◆ **The problem**
Go through the lines of the material and tally those with the string "keys"; reply with the number alone.

________

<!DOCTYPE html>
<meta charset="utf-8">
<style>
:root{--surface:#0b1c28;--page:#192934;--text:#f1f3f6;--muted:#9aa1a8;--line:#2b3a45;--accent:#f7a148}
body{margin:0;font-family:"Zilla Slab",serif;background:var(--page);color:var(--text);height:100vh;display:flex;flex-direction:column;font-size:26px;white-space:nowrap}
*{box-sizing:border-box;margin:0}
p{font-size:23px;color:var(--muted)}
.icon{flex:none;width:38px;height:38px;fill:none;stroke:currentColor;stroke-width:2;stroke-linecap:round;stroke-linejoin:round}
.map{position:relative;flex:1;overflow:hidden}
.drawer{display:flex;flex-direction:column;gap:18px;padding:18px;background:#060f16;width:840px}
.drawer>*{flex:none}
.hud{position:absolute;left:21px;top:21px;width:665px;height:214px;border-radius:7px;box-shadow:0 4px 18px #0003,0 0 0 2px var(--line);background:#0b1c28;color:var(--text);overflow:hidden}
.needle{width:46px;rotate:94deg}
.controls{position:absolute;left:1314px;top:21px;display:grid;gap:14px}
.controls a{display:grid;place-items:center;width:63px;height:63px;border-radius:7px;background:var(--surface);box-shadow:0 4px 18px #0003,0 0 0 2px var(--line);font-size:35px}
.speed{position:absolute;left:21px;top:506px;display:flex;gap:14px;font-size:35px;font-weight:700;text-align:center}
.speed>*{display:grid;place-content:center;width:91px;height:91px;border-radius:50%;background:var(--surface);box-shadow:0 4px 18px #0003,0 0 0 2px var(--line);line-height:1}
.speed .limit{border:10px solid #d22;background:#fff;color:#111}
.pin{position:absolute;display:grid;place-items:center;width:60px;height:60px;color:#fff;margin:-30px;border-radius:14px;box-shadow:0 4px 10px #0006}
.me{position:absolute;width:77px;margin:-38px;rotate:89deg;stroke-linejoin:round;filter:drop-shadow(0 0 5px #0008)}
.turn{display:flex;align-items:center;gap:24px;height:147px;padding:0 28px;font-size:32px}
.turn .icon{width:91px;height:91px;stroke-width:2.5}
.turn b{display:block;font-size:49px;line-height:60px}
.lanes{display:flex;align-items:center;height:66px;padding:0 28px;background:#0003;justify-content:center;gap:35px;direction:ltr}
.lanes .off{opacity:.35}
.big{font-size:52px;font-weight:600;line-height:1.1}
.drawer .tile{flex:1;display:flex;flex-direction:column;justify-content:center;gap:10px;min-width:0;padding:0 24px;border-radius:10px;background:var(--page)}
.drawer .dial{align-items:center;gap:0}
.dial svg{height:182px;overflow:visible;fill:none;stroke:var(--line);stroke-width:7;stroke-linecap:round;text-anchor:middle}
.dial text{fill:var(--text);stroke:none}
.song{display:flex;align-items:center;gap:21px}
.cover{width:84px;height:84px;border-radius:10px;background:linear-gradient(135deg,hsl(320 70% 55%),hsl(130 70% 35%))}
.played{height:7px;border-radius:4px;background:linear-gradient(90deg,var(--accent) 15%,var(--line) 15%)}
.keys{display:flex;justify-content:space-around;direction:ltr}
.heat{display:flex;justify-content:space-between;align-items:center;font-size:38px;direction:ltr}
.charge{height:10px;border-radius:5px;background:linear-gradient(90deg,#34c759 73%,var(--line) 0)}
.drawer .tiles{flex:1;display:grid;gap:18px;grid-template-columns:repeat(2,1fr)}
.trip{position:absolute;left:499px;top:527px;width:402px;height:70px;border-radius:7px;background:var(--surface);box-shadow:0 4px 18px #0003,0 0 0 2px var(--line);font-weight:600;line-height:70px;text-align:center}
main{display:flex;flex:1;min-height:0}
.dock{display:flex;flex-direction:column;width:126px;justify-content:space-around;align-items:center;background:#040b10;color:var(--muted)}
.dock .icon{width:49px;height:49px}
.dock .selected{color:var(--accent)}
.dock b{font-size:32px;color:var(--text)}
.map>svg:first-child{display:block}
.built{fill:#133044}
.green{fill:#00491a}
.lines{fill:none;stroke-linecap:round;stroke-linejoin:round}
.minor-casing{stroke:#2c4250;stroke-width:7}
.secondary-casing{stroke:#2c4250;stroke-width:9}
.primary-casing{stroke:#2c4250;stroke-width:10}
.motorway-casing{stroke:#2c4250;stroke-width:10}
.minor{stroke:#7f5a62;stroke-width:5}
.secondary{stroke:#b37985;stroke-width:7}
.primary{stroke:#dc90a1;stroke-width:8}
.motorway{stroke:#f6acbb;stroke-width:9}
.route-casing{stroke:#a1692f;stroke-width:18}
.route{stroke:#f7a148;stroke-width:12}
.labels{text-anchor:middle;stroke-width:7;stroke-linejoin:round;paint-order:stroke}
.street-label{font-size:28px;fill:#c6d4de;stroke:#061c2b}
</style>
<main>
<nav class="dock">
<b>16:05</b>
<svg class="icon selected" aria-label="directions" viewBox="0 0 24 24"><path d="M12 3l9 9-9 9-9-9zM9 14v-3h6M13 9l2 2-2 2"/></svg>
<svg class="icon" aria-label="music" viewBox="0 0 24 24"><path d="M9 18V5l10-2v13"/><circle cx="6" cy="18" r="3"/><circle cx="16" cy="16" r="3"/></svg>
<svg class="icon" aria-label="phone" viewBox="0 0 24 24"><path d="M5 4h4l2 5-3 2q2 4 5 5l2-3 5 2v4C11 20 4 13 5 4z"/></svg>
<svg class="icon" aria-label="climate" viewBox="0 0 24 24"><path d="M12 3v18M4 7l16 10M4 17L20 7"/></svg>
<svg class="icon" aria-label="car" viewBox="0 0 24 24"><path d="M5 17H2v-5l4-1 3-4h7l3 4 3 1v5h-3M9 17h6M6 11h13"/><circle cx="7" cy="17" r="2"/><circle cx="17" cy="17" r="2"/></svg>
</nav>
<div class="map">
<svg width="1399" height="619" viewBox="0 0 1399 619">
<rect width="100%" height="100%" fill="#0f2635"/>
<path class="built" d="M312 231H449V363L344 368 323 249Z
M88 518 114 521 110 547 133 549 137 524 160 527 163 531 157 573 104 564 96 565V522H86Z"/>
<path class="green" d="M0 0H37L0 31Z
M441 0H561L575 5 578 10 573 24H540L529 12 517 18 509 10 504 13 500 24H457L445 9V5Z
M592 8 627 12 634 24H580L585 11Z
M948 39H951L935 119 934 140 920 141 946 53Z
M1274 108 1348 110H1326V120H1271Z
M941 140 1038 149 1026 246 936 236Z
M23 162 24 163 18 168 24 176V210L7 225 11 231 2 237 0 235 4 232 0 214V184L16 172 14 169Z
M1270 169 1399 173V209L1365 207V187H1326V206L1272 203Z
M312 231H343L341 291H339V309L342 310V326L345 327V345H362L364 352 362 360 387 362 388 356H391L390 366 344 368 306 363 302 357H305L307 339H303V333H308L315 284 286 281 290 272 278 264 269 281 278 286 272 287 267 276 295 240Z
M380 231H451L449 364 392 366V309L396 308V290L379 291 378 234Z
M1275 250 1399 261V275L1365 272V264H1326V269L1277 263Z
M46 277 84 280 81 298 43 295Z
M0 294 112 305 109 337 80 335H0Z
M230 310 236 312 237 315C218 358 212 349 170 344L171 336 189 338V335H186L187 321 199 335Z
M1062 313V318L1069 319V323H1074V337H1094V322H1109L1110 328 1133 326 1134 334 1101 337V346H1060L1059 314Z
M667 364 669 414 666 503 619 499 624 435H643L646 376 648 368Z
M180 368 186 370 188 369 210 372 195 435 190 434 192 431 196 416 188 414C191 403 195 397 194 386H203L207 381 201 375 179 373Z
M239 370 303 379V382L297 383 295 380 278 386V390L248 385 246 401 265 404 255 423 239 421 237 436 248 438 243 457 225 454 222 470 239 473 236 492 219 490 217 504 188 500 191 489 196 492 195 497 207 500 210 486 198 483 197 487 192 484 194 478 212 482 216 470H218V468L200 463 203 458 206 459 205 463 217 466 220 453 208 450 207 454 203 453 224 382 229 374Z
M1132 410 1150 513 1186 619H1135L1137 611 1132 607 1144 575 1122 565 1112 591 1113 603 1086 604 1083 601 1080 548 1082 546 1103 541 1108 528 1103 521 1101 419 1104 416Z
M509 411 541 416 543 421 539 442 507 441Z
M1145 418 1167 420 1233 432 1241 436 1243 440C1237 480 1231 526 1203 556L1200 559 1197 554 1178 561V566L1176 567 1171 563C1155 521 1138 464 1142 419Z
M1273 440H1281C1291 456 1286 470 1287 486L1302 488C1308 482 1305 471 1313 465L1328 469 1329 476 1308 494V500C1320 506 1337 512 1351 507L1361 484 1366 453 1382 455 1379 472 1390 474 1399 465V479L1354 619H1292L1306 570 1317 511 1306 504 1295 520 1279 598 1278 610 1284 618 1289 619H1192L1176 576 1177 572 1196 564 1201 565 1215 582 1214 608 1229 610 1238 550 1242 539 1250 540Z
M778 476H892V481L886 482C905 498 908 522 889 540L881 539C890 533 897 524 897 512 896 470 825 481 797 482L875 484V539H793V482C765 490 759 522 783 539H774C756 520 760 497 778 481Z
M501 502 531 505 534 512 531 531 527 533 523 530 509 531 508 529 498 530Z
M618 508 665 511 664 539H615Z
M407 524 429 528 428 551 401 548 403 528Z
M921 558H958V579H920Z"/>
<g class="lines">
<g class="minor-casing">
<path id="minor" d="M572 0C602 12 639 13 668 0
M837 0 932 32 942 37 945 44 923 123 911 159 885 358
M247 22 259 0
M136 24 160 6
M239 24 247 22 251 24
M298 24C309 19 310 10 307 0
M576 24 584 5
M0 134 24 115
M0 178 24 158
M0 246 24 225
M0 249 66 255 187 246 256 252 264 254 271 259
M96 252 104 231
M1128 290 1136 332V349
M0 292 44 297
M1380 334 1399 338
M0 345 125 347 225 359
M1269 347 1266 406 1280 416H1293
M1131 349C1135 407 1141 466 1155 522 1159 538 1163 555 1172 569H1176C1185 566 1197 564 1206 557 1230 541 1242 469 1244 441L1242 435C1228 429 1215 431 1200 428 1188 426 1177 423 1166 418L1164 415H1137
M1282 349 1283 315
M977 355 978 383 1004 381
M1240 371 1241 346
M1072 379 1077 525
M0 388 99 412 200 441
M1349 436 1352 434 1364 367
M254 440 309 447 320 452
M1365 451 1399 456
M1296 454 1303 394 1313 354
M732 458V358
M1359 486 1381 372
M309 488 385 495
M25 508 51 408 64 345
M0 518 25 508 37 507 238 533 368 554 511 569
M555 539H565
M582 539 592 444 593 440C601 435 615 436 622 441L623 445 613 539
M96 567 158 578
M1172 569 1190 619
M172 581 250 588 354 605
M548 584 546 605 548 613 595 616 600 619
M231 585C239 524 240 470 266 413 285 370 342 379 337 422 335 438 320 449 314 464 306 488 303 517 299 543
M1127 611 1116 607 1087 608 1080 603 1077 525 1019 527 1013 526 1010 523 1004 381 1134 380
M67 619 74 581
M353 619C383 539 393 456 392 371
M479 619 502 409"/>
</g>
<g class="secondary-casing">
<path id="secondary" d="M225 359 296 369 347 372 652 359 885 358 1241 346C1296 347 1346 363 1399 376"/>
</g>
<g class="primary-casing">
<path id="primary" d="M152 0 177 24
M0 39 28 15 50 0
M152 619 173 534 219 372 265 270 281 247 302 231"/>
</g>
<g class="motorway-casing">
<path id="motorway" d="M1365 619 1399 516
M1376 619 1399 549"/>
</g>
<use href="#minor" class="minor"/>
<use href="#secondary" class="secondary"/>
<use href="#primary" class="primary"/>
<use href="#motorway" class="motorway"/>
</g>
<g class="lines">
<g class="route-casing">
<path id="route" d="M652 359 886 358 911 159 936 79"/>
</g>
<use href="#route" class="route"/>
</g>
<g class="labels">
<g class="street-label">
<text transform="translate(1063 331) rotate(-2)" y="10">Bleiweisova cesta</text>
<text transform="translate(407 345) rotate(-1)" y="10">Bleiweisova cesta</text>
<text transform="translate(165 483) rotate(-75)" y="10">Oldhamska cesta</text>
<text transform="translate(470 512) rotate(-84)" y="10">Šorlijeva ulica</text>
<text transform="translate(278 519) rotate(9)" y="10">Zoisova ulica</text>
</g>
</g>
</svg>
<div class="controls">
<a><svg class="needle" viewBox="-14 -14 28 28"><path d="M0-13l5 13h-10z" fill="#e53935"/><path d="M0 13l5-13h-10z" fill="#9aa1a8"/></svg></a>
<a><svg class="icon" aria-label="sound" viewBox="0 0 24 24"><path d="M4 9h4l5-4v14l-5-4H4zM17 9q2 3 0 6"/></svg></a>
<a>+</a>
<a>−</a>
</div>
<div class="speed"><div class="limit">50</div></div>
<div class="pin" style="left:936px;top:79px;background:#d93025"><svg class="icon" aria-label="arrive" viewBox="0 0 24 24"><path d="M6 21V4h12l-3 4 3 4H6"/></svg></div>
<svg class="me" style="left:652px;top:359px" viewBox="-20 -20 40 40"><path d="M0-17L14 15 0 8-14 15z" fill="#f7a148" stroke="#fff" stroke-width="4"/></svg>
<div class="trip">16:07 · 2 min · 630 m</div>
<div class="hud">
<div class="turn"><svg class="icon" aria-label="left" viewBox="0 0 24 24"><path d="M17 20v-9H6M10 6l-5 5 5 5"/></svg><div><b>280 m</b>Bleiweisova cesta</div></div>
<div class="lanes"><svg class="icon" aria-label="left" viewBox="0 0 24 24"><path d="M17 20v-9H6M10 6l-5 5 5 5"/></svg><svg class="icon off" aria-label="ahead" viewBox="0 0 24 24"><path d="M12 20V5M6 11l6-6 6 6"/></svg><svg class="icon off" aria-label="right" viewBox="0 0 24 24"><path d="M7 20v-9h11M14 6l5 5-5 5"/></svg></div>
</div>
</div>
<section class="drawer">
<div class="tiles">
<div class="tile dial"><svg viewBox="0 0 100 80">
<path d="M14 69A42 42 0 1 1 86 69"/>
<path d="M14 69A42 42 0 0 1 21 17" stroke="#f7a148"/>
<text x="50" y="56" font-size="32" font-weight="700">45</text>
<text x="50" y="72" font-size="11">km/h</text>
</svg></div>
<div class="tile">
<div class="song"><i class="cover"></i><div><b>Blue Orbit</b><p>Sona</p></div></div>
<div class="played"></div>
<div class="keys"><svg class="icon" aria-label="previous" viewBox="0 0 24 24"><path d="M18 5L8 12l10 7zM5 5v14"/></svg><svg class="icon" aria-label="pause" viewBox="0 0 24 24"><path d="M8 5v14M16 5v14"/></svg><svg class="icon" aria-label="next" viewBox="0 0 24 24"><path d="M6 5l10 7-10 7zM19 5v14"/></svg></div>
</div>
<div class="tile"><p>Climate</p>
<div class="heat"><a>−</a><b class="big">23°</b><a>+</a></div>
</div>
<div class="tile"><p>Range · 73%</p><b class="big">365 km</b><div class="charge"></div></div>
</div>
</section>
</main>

________

◆ **Reply to the task**
2